1. Major 2026 Tax Procedure & VAT Overhaul

– The UAE has issued significant amendments to the Tax Procedures Law and VAT Law effective 1 January 2026, which harmonise compliance rules across VAT, Corporate Tax, and Excise Tax, creating a unified statutory framework for audits, refunds, and record-keeping. These reforms tighten due diligence standards and standardise audit procedures across taxes.

2. Five-Year Limits on Refunds, Credits & Audits
– New statutory time limits have been introduced, including five-year windows for VAT refund claims and for the Federal Tax Authority’s ability to conduct audits or apply excess credits, significantly impacting long-term tax planning and record retention.

3. E-Invoicing Roll-Out Requirements
– Mandatory e-invoicing for eligible businesses is being phased in by July 2026. This moves compliance from periodic filings to real-time digital reporting, requiring structured invoice data via accredited service providers.

4. VAT Law Amendments
– Changes to the VAT framework include:
• No more self-invoicing under the reverse charge mechanism in certain cases.
• Introduction of a five-year limitation period to utilise or claim VAT credits/refunds.
• Greater emphasis on due diligence and legitimacy verification before input tax recovery.

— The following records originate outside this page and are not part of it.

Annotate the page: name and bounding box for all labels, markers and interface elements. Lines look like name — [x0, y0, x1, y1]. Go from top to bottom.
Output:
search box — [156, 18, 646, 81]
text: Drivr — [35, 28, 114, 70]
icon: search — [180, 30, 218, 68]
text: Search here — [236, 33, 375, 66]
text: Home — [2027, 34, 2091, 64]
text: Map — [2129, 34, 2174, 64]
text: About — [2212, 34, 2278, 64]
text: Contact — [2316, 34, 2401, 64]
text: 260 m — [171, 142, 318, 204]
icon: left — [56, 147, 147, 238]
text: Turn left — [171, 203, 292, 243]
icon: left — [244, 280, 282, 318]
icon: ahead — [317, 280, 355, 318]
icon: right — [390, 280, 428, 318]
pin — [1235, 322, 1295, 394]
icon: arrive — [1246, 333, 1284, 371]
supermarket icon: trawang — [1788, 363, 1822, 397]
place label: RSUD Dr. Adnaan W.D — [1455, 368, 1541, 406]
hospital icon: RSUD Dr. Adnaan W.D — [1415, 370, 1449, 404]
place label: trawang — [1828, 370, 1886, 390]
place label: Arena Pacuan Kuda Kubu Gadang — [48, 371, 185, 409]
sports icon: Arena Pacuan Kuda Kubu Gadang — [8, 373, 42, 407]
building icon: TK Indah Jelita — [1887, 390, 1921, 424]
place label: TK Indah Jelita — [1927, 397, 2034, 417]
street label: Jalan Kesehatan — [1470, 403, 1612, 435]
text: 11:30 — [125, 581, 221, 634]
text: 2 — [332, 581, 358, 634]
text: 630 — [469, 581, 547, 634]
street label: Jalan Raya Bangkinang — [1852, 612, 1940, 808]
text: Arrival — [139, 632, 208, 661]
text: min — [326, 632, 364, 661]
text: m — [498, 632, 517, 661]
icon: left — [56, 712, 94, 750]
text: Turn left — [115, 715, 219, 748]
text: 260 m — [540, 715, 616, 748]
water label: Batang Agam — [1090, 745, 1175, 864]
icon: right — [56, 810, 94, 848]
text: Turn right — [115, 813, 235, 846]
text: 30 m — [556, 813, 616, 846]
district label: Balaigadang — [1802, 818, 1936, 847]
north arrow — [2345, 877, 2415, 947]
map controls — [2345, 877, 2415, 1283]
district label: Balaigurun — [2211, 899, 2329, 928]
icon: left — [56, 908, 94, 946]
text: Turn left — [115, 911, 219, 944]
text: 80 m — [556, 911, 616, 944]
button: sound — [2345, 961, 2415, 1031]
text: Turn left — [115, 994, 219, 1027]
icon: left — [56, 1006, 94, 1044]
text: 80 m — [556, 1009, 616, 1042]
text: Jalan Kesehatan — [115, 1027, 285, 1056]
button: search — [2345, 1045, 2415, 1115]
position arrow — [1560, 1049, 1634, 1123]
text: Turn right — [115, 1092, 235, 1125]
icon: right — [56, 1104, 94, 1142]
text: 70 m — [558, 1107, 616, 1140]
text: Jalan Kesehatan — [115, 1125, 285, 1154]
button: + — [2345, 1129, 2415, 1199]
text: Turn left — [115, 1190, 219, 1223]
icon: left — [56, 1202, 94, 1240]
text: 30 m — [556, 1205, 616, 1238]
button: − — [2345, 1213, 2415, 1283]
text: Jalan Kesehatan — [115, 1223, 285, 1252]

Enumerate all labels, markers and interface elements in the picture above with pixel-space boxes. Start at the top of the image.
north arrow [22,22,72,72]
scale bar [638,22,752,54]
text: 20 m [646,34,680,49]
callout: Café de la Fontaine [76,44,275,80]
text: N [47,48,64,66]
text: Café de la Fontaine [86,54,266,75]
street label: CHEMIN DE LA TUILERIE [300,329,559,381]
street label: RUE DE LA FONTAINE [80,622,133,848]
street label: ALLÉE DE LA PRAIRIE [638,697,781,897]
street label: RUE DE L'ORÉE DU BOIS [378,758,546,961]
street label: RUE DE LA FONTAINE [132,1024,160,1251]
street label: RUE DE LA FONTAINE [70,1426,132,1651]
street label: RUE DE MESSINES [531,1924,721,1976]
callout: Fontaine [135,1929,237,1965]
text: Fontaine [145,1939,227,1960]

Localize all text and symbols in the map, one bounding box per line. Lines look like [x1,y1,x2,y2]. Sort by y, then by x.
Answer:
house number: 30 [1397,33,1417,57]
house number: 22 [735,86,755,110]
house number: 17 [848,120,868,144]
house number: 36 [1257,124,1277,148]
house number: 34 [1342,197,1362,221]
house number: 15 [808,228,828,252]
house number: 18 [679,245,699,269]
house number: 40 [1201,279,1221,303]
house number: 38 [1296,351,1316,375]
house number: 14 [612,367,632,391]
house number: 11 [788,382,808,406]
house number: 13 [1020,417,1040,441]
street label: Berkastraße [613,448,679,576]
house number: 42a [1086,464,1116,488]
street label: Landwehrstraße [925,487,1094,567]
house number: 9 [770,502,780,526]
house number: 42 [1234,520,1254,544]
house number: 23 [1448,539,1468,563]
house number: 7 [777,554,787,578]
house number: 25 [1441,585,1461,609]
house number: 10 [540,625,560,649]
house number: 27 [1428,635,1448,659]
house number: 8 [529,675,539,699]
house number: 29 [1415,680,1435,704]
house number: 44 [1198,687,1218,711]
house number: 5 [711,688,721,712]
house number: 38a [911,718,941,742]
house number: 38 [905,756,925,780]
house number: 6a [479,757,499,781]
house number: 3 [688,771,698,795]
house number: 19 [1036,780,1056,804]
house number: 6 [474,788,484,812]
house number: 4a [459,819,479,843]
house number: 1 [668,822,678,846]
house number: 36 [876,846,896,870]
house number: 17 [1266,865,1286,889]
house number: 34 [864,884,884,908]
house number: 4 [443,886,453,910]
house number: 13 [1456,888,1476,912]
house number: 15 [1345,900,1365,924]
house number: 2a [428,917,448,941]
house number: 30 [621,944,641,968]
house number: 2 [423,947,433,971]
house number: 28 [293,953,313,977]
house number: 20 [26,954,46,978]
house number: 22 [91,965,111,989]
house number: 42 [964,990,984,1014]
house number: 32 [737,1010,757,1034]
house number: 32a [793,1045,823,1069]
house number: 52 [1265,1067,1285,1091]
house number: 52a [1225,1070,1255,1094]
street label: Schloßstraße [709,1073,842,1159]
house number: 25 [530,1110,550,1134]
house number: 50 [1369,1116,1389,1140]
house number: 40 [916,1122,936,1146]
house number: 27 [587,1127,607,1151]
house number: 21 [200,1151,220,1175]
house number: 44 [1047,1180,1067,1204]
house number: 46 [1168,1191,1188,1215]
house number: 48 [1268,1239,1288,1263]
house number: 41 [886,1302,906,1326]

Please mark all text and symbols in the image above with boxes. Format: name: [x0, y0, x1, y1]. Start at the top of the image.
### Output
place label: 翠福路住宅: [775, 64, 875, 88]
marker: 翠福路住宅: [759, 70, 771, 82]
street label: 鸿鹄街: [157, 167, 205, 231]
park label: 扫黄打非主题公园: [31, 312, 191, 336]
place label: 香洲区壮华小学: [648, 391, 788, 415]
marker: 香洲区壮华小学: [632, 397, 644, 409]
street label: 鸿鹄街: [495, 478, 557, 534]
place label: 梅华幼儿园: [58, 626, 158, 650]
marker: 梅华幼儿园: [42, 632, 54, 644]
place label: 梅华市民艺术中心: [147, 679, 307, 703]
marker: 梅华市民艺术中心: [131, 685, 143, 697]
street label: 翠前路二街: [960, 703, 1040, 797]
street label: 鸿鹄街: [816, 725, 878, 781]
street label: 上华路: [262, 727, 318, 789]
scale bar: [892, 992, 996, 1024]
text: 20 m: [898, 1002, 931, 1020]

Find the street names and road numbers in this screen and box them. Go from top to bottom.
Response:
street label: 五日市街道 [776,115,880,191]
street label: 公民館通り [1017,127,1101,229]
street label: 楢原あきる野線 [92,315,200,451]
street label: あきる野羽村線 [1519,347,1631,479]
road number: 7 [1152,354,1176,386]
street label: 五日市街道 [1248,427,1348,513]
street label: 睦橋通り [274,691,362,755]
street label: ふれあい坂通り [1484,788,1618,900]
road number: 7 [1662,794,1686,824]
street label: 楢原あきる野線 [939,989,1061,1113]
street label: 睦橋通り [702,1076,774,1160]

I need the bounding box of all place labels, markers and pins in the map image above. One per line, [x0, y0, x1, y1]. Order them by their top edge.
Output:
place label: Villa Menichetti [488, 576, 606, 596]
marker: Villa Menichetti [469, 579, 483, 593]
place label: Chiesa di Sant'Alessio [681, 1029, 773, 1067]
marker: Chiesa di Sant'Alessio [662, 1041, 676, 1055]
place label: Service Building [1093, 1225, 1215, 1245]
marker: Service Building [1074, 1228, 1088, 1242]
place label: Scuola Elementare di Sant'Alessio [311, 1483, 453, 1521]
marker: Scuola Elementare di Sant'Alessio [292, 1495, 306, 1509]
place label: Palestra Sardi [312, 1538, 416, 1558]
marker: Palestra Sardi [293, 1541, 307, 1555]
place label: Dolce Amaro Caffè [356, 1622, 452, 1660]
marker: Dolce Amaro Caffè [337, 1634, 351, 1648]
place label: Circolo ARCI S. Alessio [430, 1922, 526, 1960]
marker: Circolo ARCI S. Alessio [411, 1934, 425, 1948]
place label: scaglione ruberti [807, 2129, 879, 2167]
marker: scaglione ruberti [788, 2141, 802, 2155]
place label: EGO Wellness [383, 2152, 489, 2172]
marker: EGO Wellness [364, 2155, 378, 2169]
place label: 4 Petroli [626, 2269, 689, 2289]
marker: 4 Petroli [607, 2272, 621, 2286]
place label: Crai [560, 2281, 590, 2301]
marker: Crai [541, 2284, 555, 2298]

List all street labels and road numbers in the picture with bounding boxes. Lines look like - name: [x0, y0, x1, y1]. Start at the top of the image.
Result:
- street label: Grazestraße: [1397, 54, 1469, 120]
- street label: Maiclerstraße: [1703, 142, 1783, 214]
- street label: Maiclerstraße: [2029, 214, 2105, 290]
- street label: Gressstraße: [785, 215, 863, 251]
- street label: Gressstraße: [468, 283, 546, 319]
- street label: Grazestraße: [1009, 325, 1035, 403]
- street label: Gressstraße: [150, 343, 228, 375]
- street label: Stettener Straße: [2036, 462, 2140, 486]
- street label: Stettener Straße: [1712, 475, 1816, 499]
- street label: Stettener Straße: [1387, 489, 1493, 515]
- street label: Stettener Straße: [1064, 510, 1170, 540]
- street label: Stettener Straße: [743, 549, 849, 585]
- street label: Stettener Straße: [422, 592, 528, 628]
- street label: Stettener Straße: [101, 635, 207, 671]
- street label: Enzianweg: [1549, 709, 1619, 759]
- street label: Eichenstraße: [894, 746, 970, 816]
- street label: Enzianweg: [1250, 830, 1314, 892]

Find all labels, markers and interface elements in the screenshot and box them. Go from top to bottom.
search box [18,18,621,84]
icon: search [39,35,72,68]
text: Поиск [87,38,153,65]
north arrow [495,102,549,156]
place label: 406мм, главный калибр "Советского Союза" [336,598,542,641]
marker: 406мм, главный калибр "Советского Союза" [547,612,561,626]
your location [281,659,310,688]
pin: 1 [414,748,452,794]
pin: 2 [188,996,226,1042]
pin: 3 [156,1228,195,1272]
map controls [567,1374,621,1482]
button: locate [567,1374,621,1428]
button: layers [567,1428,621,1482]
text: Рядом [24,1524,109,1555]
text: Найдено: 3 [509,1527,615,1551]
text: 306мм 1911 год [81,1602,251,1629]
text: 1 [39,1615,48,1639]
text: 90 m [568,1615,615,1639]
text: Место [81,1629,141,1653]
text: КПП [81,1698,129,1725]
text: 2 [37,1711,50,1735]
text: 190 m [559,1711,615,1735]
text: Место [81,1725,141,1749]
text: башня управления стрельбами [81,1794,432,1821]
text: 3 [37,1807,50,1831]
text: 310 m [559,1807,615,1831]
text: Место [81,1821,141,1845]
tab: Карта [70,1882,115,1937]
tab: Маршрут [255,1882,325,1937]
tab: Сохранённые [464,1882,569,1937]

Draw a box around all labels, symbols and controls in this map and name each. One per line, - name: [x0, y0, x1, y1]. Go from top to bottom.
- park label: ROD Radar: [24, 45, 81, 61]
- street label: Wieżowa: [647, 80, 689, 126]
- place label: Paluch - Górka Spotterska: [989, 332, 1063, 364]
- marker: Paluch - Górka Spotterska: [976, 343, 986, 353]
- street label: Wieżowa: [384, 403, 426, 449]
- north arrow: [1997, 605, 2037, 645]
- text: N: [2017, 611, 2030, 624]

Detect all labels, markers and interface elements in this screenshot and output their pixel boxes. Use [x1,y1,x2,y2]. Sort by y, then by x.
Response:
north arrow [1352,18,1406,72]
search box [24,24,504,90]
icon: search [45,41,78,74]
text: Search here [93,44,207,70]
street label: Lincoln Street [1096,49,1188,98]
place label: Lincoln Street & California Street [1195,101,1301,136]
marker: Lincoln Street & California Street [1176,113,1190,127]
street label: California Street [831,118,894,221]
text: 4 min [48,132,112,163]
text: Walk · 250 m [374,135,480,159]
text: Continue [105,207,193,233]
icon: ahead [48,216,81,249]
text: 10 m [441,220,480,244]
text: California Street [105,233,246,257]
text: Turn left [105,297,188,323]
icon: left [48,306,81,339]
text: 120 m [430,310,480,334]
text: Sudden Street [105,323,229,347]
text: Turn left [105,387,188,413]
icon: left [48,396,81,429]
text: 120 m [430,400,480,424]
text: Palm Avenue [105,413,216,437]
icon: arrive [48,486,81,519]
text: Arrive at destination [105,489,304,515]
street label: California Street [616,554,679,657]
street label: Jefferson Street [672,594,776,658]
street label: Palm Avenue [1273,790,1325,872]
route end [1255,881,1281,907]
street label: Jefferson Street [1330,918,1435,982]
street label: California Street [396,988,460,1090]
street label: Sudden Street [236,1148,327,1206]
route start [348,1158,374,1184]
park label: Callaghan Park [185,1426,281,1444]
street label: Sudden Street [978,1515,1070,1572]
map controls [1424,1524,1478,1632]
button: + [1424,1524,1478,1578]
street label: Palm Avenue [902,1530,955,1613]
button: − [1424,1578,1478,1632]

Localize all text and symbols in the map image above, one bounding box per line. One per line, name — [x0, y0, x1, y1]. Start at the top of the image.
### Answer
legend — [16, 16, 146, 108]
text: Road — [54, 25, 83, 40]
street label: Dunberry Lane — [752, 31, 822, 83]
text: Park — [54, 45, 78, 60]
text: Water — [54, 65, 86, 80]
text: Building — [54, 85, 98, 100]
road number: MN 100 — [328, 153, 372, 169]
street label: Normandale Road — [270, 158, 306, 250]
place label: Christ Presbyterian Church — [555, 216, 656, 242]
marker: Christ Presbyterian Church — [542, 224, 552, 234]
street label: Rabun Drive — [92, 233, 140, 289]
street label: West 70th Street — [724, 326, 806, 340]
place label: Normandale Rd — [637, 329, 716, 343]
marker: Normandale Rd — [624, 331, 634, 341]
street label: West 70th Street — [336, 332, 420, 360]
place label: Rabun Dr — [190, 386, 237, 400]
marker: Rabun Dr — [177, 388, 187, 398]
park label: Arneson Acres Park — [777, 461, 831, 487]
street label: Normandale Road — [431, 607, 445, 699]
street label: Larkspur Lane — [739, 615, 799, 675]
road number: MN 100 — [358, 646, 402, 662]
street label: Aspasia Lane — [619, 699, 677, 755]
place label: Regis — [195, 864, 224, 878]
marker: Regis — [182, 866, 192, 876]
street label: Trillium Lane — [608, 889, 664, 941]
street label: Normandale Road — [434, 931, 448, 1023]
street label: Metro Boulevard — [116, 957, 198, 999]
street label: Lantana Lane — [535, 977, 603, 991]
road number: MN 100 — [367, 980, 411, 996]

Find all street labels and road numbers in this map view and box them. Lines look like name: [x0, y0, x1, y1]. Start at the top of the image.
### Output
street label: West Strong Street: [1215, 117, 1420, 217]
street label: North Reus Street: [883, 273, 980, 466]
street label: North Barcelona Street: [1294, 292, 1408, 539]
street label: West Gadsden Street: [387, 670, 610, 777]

5. Corporate Tax Compliance Continues to Mature
– The UAE corporate tax regime remains in force (applicable for financial years starting on or after 1 June 2023) with ongoing updates, particularly relating to depreciation rules, property tax treatment, and transfer pricing readiness.

6. Federal Tax Authority Fee & Service Changes
– Amendments to FTA service fees and administrative procedures took effect 1 January 2026, affecting registration, filings, and compliance interactions with tax authorities.

7. Revised Administrative Penalties & Disclosure Protocols
– Recent cabinet decisions revise administrative tax penalties and clarify voluntary disclosure requirements for errors that do not affect tax due, supporting clearer compliance pathways.

8. Simplification of Economic Substance Rules
– While traditional ESR filings have been phased out in some contexts, underlying economic substance considerations are now embedded within corporate tax compliance requirements for relevant activities.